Segment Open
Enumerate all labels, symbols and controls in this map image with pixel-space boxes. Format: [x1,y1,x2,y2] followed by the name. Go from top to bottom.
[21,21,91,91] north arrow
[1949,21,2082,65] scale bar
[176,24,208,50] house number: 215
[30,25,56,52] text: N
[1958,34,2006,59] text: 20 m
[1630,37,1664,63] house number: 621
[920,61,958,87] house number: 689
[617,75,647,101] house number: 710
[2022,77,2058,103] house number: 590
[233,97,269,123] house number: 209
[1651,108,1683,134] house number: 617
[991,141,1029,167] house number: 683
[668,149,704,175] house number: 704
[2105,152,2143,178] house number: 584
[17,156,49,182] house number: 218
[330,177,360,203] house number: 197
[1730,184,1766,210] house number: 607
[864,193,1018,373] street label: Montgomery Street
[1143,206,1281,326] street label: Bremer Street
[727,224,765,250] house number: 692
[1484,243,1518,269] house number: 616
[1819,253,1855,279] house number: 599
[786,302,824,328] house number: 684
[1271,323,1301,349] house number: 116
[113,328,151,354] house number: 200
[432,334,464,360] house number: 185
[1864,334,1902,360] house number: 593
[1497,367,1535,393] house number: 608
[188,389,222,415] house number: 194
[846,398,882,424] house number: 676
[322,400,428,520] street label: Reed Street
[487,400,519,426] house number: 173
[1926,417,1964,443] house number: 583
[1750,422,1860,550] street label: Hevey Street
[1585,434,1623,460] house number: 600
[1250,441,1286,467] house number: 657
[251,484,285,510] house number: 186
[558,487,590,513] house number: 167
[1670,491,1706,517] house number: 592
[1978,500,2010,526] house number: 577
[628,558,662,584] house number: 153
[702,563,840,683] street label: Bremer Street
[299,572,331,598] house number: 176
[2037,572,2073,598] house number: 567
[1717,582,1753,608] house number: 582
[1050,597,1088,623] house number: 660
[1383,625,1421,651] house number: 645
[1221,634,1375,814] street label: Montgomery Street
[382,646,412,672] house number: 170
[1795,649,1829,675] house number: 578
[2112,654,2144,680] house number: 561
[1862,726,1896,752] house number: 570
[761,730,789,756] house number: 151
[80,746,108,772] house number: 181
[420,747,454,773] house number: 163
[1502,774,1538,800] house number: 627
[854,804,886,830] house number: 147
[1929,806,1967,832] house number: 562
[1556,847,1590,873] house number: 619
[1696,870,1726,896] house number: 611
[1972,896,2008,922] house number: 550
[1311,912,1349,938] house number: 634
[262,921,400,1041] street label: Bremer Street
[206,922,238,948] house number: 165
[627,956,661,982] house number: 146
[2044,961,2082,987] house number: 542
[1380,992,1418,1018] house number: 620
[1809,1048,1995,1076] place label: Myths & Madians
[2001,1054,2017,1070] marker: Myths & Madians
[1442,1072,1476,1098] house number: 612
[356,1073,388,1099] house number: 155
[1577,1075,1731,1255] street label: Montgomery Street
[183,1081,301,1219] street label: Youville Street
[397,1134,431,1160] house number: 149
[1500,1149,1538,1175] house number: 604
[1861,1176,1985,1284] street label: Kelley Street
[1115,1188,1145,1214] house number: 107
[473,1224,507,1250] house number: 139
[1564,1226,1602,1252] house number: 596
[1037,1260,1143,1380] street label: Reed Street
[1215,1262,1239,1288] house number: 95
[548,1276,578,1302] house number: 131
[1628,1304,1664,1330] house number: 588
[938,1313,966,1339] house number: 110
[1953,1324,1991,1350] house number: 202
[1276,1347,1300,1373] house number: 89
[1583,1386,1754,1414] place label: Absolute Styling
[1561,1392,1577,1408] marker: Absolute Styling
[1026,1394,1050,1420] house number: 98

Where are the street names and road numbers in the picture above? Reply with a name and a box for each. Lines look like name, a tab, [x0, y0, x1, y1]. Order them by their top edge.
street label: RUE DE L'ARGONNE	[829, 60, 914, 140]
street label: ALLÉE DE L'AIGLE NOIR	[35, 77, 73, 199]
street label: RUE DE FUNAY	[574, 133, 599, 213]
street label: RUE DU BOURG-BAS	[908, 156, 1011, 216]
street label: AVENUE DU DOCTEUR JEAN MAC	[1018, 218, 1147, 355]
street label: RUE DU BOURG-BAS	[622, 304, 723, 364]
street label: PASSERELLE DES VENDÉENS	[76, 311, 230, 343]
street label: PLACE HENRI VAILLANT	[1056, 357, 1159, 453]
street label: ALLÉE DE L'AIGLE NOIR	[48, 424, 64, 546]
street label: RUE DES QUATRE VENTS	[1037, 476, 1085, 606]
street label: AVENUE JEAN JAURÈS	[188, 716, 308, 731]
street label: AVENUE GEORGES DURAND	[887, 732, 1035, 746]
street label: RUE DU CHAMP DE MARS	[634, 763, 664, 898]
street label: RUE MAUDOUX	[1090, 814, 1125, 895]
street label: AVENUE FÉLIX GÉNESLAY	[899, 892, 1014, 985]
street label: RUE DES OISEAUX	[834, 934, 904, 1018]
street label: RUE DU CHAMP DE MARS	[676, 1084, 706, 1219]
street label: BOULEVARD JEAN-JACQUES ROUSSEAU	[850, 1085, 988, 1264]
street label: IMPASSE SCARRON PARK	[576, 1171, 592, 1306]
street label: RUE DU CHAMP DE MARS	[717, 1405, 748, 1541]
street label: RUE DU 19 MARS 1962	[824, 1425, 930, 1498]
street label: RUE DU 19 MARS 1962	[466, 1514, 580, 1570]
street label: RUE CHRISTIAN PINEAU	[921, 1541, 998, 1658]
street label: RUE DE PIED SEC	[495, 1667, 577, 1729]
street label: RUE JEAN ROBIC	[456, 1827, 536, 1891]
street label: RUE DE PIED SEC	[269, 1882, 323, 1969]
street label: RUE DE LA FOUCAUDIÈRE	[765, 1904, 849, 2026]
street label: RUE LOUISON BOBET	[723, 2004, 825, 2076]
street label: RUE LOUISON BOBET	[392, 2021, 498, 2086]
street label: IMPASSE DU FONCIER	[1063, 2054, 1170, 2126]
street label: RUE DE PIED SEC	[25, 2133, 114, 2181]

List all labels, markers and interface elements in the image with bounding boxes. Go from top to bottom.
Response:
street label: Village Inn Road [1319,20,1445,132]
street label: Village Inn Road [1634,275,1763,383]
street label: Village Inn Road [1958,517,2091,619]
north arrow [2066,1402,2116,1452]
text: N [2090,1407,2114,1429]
Segment Closed
## YOUR ASSIGNMENT
Reproduce the whole of the material exactly as shown.

## FINISHED EXERCISE
Enumerate all labels, symbols and controls in this map image with pixel-space boxes. Format: [x1,y1,x2,y2] followed by the name. Go from top to bottom.
[21,21,91,91] north arrow
[1949,21,2082,65] scale bar
[176,24,208,50] house number: 215
[30,25,56,52] text: N
[1958,34,2006,59] text: 20 m
[1630,37,1664,63] house number: 621
[920,61,958,87] house number: 689
[617,75,647,101] house number: 710
[2022,77,2058,103] house number: 590
[233,97,269,123] house number: 209
[1651,108,1683,134] house number: 617
[991,141,1029,167] house number: 683
[668,149,704,175] house number: 704
[2105,152,2143,178] house number: 584
[17,156,49,182] house number: 218
[330,177,360,203] house number: 197
[1730,184,1766,210] house number: 607
[864,193,1018,373] street label: Montgomery Street
[1143,206,1281,326] street label: Bremer Street
[727,224,765,250] house number: 692
[1484,243,1518,269] house number: 616
[1819,253,1855,279] house number: 599
[786,302,824,328] house number: 684
[1271,323,1301,349] house number: 116
[113,328,151,354] house number: 200
[432,334,464,360] house number: 185
[1864,334,1902,360] house number: 593
[1497,367,1535,393] house number: 608
[188,389,222,415] house number: 194
[846,398,882,424] house number: 676
[322,400,428,520] street label: Reed Street
[487,400,519,426] house number: 173
[1926,417,1964,443] house number: 583
[1750,422,1860,550] street label: Hevey Street
[1585,434,1623,460] house number: 600
[1250,441,1286,467] house number: 657
[251,484,285,510] house number: 186
[558,487,590,513] house number: 167
[1670,491,1706,517] house number: 592
[1978,500,2010,526] house number: 577
[628,558,662,584] house number: 153
[702,563,840,683] street label: Bremer Street
[299,572,331,598] house number: 176
[2037,572,2073,598] house number: 567
[1717,582,1753,608] house number: 582
[1050,597,1088,623] house number: 660
[1383,625,1421,651] house number: 645
[1221,634,1375,814] street label: Montgomery Street
[382,646,412,672] house number: 170
[1795,649,1829,675] house number: 578
[2112,654,2144,680] house number: 561
[1862,726,1896,752] house number: 570
[761,730,789,756] house number: 151
[80,746,108,772] house number: 181
[420,747,454,773] house number: 163
[1502,774,1538,800] house number: 627
[854,804,886,830] house number: 147
[1929,806,1967,832] house number: 562
[1556,847,1590,873] house number: 619
[1696,870,1726,896] house number: 611
[1972,896,2008,922] house number: 550
[1311,912,1349,938] house number: 634
[262,921,400,1041] street label: Bremer Street
[206,922,238,948] house number: 165
[627,956,661,982] house number: 146
[2044,961,2082,987] house number: 542
[1380,992,1418,1018] house number: 620
[1809,1048,1995,1076] place label: Myths & Madians
[2001,1054,2017,1070] marker: Myths & Madians
[1442,1072,1476,1098] house number: 612
[356,1073,388,1099] house number: 155
[1577,1075,1731,1255] street label: Montgomery Street
[183,1081,301,1219] street label: Youville Street
[397,1134,431,1160] house number: 149
[1500,1149,1538,1175] house number: 604
[1861,1176,1985,1284] street label: Kelley Street
[1115,1188,1145,1214] house number: 107
[473,1224,507,1250] house number: 139
[1564,1226,1602,1252] house number: 596
[1037,1260,1143,1380] street label: Reed Street
[1215,1262,1239,1288] house number: 95
[548,1276,578,1302] house number: 131
[1628,1304,1664,1330] house number: 588
[938,1313,966,1339] house number: 110
[1953,1324,1991,1350] house number: 202
[1276,1347,1300,1373] house number: 89
[1583,1386,1754,1414] place label: Absolute Styling
[1561,1392,1577,1408] marker: Absolute Styling
[1026,1394,1050,1420] house number: 98

Where are the street names and road numbers in the picture above? Reply with a name and a box for each. Lines look like name, a tab, [x0, y0, x1, y1]. Order them by their top edge.
street label: RUE DE L'ARGONNE	[829, 60, 914, 140]
street label: ALLÉE DE L'AIGLE NOIR	[35, 77, 73, 199]
street label: RUE DE FUNAY	[574, 133, 599, 213]
street label: RUE DU BOURG-BAS	[908, 156, 1011, 216]
street label: AVENUE DU DOCTEUR JEAN MAC	[1018, 218, 1147, 355]
street label: RUE DU BOURG-BAS	[622, 304, 723, 364]
street label: PASSERELLE DES VENDÉENS	[76, 311, 230, 343]
street label: PLACE HENRI VAILLANT	[1056, 357, 1159, 453]
street label: ALLÉE DE L'AIGLE NOIR	[48, 424, 64, 546]
street label: RUE DES QUATRE VENTS	[1037, 476, 1085, 606]
street label: AVENUE JEAN JAURÈS	[188, 716, 308, 731]
street label: AVENUE GEORGES DURAND	[887, 732, 1035, 746]
street label: RUE DU CHAMP DE MARS	[634, 763, 664, 898]
street label: RUE MAUDOUX	[1090, 814, 1125, 895]
street label: AVENUE FÉLIX GÉNESLAY	[899, 892, 1014, 985]
street label: RUE DES OISEAUX	[834, 934, 904, 1018]
street label: RUE DU CHAMP DE MARS	[676, 1084, 706, 1219]
street label: BOULEVARD JEAN-JACQUES ROUSSEAU	[850, 1085, 988, 1264]
street label: IMPASSE SCARRON PARK	[576, 1171, 592, 1306]
street label: RUE DU CHAMP DE MARS	[717, 1405, 748, 1541]
street label: RUE DU 19 MARS 1962	[824, 1425, 930, 1498]
street label: RUE DU 19 MARS 1962	[466, 1514, 580, 1570]
street label: RUE CHRISTIAN PINEAU	[921, 1541, 998, 1658]
street label: RUE DE PIED SEC	[495, 1667, 577, 1729]
street label: RUE JEAN ROBIC	[456, 1827, 536, 1891]
street label: RUE DE PIED SEC	[269, 1882, 323, 1969]
street label: RUE DE LA FOUCAUDIÈRE	[765, 1904, 849, 2026]
street label: RUE LOUISON BOBET	[723, 2004, 825, 2076]
street label: RUE LOUISON BOBET	[392, 2021, 498, 2086]
street label: IMPASSE DU FONCIER	[1063, 2054, 1170, 2126]
street label: RUE DE PIED SEC	[25, 2133, 114, 2181]

List all labels, markers and interface elements in the image with bounding boxes. Go from top to bottom.
Response:
street label: Village Inn Road [1319,20,1445,132]
street label: Village Inn Road [1634,275,1763,383]
street label: Village Inn Road [1958,517,2091,619]
north arrow [2066,1402,2116,1452]
text: N [2090,1407,2114,1429]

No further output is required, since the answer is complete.